• [Problem to solve]: When the word "JSON" shows up in a line of the data below, copy that whole line.
*** Data ***
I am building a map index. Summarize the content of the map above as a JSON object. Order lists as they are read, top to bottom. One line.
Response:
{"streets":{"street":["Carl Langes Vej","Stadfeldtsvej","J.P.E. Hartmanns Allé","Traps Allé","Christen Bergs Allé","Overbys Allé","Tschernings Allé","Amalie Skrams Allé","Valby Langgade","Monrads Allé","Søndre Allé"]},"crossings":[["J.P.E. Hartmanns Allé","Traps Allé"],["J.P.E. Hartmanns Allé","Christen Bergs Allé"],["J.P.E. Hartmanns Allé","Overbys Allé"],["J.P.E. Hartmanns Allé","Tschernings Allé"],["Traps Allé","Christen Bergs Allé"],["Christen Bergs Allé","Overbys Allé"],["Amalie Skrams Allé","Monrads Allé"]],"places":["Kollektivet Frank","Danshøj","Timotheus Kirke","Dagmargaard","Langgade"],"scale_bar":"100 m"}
*** End of Data ***
*** Data ***
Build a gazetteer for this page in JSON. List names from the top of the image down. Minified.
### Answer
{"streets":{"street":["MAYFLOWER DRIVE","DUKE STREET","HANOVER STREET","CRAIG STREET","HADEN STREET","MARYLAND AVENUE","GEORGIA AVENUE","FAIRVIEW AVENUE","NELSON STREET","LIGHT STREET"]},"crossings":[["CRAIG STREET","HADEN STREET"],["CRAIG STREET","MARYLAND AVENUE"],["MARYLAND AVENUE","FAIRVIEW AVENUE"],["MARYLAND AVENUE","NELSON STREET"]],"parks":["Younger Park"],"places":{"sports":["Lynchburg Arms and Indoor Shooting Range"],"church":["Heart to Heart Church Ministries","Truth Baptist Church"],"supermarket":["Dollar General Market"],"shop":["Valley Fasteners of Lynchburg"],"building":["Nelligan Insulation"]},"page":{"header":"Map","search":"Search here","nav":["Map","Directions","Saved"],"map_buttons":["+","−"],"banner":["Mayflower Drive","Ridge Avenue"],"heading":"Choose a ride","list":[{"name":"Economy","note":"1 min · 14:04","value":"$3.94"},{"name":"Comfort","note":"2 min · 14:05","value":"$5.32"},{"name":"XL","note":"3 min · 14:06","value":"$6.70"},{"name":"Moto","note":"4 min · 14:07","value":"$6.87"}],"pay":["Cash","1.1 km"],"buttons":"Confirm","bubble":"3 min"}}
*** End of Data ***
• [Answer section]:
I am building a map index. Summarize the content of the map above as a JSON object. Order lists as they are read, top to bottom. One line.
Build a gazetteer for this page in JSON. List names from the top of the image down. Minified.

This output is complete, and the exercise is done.